Would you output all the data exactly as it stands?

Stored items:

■ ■ ■

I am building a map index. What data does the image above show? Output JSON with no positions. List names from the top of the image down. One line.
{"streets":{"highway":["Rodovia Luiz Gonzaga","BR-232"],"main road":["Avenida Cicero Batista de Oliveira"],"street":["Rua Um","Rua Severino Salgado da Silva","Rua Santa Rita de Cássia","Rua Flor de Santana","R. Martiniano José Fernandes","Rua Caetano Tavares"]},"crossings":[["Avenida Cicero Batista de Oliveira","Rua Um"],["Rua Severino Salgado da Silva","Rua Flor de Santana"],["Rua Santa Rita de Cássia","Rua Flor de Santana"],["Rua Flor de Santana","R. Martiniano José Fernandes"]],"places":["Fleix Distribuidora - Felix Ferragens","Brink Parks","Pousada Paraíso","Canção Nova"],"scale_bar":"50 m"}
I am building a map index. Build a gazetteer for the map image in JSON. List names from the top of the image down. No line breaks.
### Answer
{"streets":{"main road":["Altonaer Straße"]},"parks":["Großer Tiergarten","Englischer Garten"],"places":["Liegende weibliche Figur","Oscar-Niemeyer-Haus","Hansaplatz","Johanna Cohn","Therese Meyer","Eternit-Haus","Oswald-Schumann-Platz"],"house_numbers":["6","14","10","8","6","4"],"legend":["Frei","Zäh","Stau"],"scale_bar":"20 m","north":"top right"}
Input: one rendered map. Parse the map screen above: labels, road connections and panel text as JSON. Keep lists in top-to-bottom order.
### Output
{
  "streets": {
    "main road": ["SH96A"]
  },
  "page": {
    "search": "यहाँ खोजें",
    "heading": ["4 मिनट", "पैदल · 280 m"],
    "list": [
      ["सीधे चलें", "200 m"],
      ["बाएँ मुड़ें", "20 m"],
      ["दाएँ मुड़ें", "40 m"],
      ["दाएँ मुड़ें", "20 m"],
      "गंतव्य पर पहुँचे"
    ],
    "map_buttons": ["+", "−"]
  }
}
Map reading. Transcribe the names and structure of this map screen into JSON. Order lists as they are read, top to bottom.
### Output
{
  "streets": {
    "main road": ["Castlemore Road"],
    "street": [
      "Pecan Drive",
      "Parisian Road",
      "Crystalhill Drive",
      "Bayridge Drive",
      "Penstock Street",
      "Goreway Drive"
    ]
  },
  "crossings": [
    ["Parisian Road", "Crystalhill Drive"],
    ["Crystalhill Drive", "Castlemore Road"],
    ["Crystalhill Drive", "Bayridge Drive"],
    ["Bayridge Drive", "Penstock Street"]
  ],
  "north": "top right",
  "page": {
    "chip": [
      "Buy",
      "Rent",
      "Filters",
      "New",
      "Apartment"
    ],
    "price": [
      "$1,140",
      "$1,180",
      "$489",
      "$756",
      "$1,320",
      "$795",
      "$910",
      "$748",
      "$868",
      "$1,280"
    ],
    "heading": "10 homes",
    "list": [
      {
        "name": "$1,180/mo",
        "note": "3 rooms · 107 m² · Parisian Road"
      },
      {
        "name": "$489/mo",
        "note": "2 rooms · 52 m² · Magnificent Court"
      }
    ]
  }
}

■ ■ ■

RESULT:
I am building a map index. What data does the image above show? Output JSON with no positions. List names from the top of the image down. One line.
{"streets":{"highway":["Rodovia Luiz Gonzaga","BR-232"],"main road":["Avenida Cicero Batista de Oliveira"],"street":["Rua Um","Rua Severino Salgado da Silva","Rua Santa Rita de Cássia","Rua Flor de Santana","R. Martiniano José Fernandes","Rua Caetano Tavares"]},"crossings":[["Avenida Cicero Batista de Oliveira","Rua Um"],["Rua Severino Salgado da Silva","Rua Flor de Santana"],["Rua Santa Rita de Cássia","Rua Flor de Santana"],["Rua Flor de Santana","R. Martiniano José Fernandes"]],"places":["Fleix Distribuidora - Felix Ferragens","Brink Parks","Pousada Paraíso","Canção Nova"],"scale_bar":"50 m"}
I am building a map index. Build a gazetteer for the map image in JSON. List names from the top of the image down. No line breaks.
### Answer
{"streets":{"main road":["Altonaer Straße"]},"parks":["Großer Tiergarten","Englischer Garten"],"places":["Liegende weibliche Figur","Oscar-Niemeyer-Haus","Hansaplatz","Johanna Cohn","Therese Meyer","Eternit-Haus","Oswald-Schumann-Platz"],"house_numbers":["6","14","10","8","6","4"],"legend":["Frei","Zäh","Stau"],"scale_bar":"20 m","north":"top right"}
Input: one rendered map. Parse the map screen above: labels, road connections and panel text as JSON. Keep lists in top-to-bottom order.
### Output
{
  "streets": {
    "main road": ["SH96A"]
  },
  "page": {
    "search": "यहाँ खोजें",
    "heading": ["4 मिनट", "पैदल · 280 m"],
    "list": [
      ["सीधे चलें", "200 m"],
      ["बाएँ मुड़ें", "20 m"],
      ["दाएँ मुड़ें", "40 m"],
      ["दाएँ मुड़ें", "20 m"],
      "गंतव्य पर पहुँचे"
    ],
    "map_buttons": ["+", "−"]
  }
}
Map reading. Transcribe the names and structure of this map screen into JSON. Order lists as they are read, top to bottom.
### Output
{
  "streets": {
    "main road": ["Castlemore Road"],
    "street": [
      "Pecan Drive",
      "Parisian Road",
      "Crystalhill Drive",
      "Bayridge Drive",
      "Penstock Street",
      "Goreway Drive"
    ]
  },
  "crossings": [
    ["Parisian Road", "Crystalhill Drive"],
    ["Crystalhill Drive", "Castlemore Road"],
    ["Crystalhill Drive", "Bayridge Drive"],
    ["Bayridge Drive", "Penstock Street"]
  ],
  "north": "top right",
  "page": {
    "chip": [
      "Buy",
      "Rent",
      "Filters",
      "New",
      "Apartment"
    ],
    "price": [
      "$1,140",
      "$1,180",
      "$489",
      "$756",
      "$1,320",
      "$795",
      "$910",
      "$748",
      "$868",
      "$1,280"
    ],
    "heading": "10 homes",
    "list": [
      {
        "name": "$1,180/mo",
        "note": "3 rooms · 107 m² · Parisian Road"
      },
      {
        "name": "$489/mo",
        "note": "2 rooms · 52 m² · Magnificent Court"
      }
    ]
  }
}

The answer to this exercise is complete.